*** ENTRIES SHOWN ***
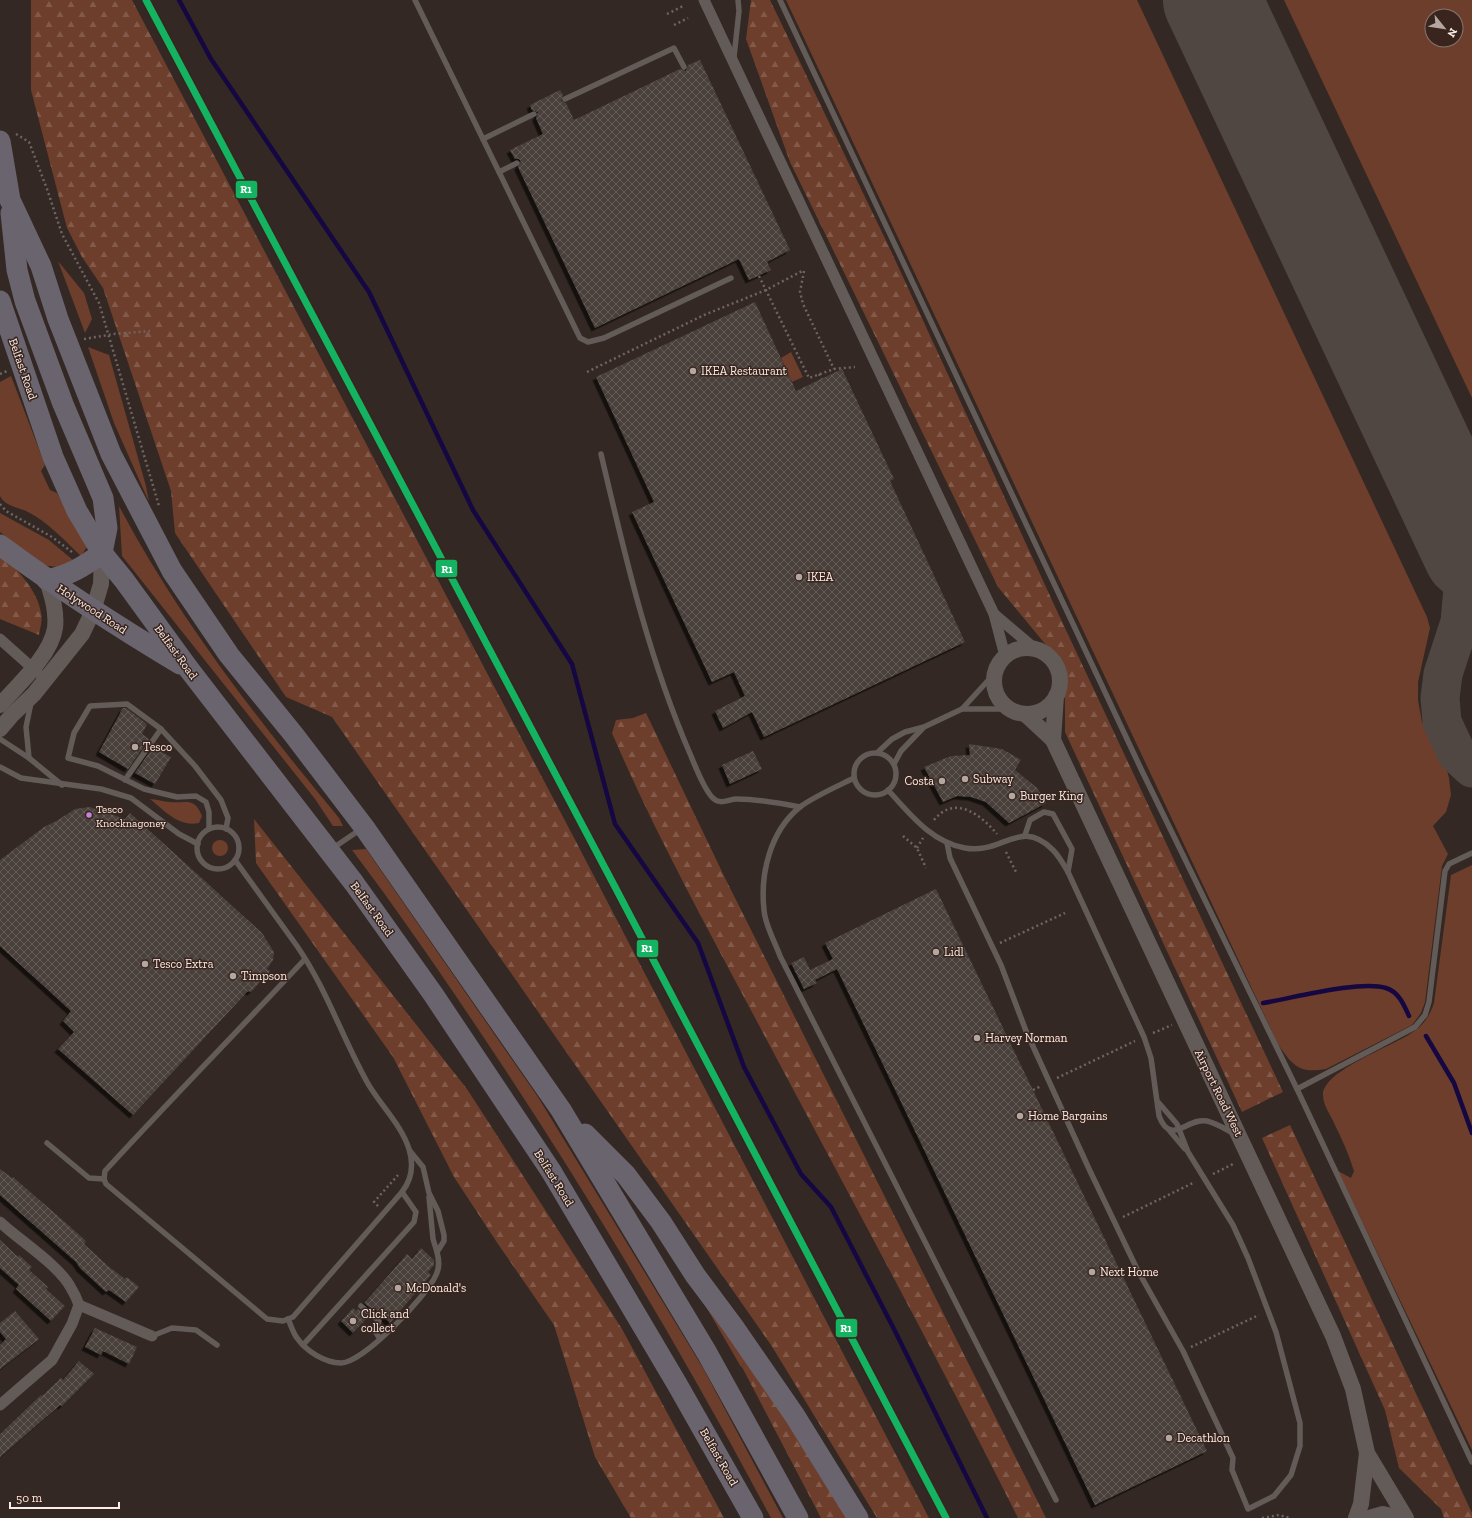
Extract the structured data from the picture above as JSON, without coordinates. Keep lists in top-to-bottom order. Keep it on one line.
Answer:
{"streets":{"highway":["Belfast Road","Holywood Road"],"street":["Airport Road West"]},"crossings":[["Belfast Road","Holywood Road"]],"places":["IKEA Restaurant","IKEA","Tesco","Subway","Costa","Burger King","Tesco Knocknagoney","Lidl","Tesco Extra","Timpson","Harvey Norman","Home Bargains","Next Home","McDonald's","Click and collect","Decathlon"],"lines":["transit line R1"],"scale_bar":"50 m","north":"bottom right"}
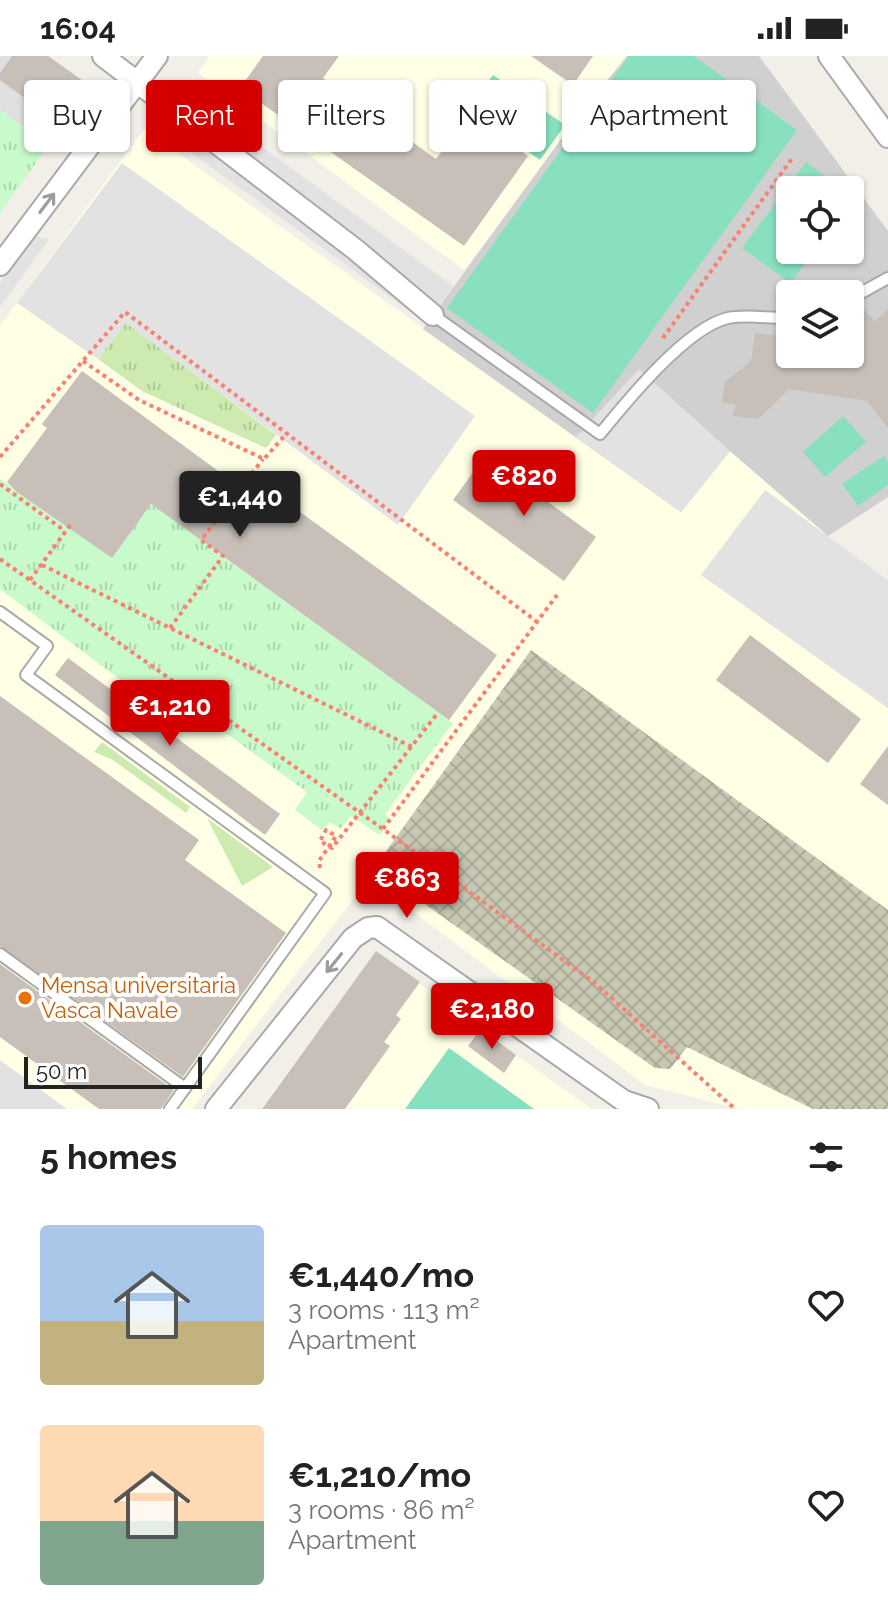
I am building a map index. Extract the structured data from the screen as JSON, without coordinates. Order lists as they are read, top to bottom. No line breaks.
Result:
{"places":["Mensa universitaria Vasca Navale"],"scale_bar":"50 m","page":{"status":"16:04","chip":["Buy","Rent","Filters","New","Apartment"],"price":["€820","€1,440","€1,210","€863","€2,180"],"scale":"50 m","heading":"5 homes","list":[{"name":"€1,440/mo","note":"3 rooms · 113 m² · Apartment"},{"name":"€1,210/mo","note":"3 rooms · 86 m² · Apartment"}]}}
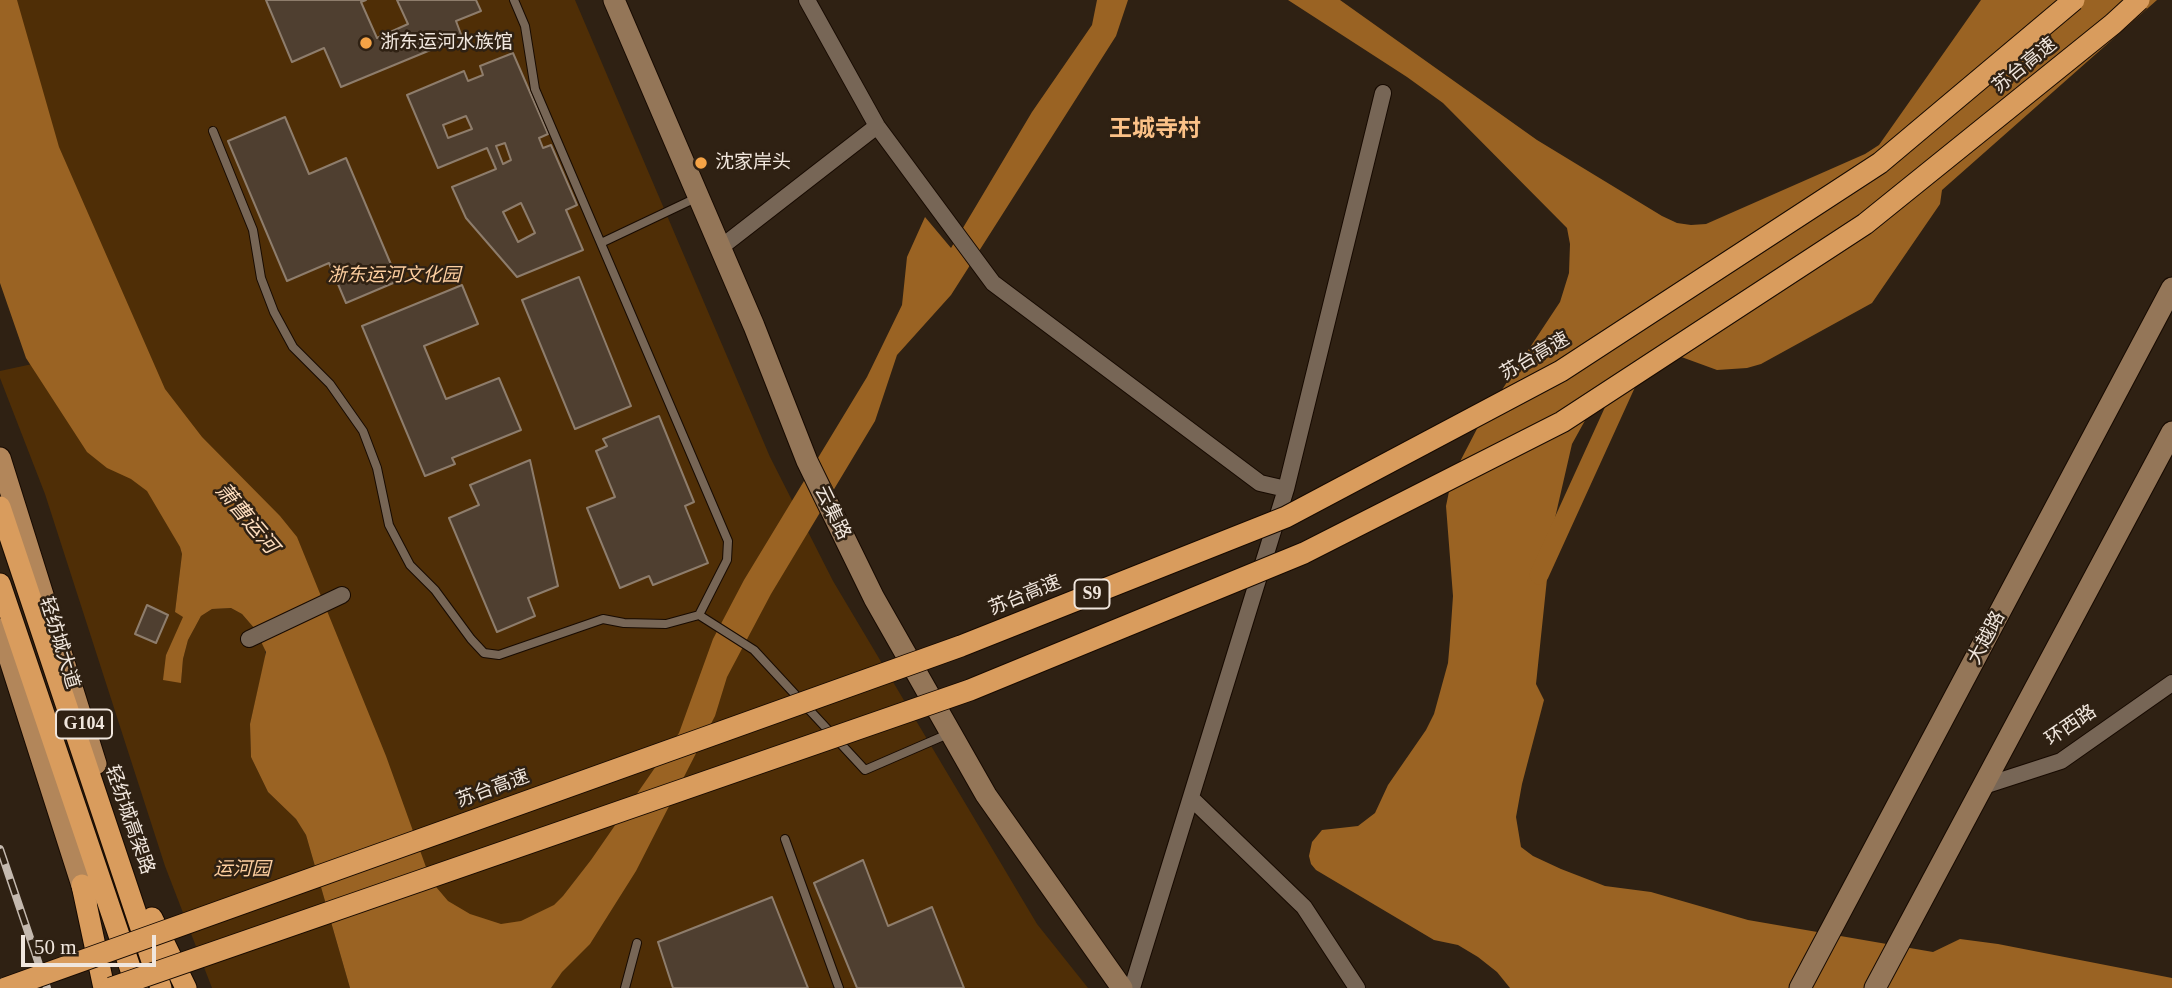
***
▸ **ACTION ITEM**
Repeat the preceding records precisely, and leave every picture out of the copy.

▸ **OUTPUT OF THE EXERCISE**
Extract the structured data from the picture above as JSON, without coordinates. Keep lists in top-to-bottom order. Keep it on one line.
Answer:
{"streets":{"highway":["Belfast Road","Holywood Road"],"street":["Airport Road West"]},"crossings":[["Belfast Road","Holywood Road"]],"places":["IKEA Restaurant","IKEA","Tesco","Subway","Costa","Burger King","Tesco Knocknagoney","Lidl","Tesco Extra","Timpson","Harvey Norman","Home Bargains","Next Home","McDonald's","Click and collect","Decathlon"],"lines":["transit line R1"],"scale_bar":"50 m","north":"bottom right"}
I am building a map index. Extract the structured data from the screen as JSON, without coordinates. Order lists as they are read, top to bottom. No line breaks.
Result:
{"places":["Mensa universitaria Vasca Navale"],"scale_bar":"50 m","page":{"status":"16:04","chip":["Buy","Rent","Filters","New","Apartment"],"price":["€820","€1,440","€1,210","€863","€2,180"],"scale":"50 m","heading":"5 homes","list":[{"name":"€1,440/mo","note":"3 rooms · 113 m² · Apartment"},{"name":"€1,210/mo","note":"3 rooms · 86 m² · Apartment"}]}}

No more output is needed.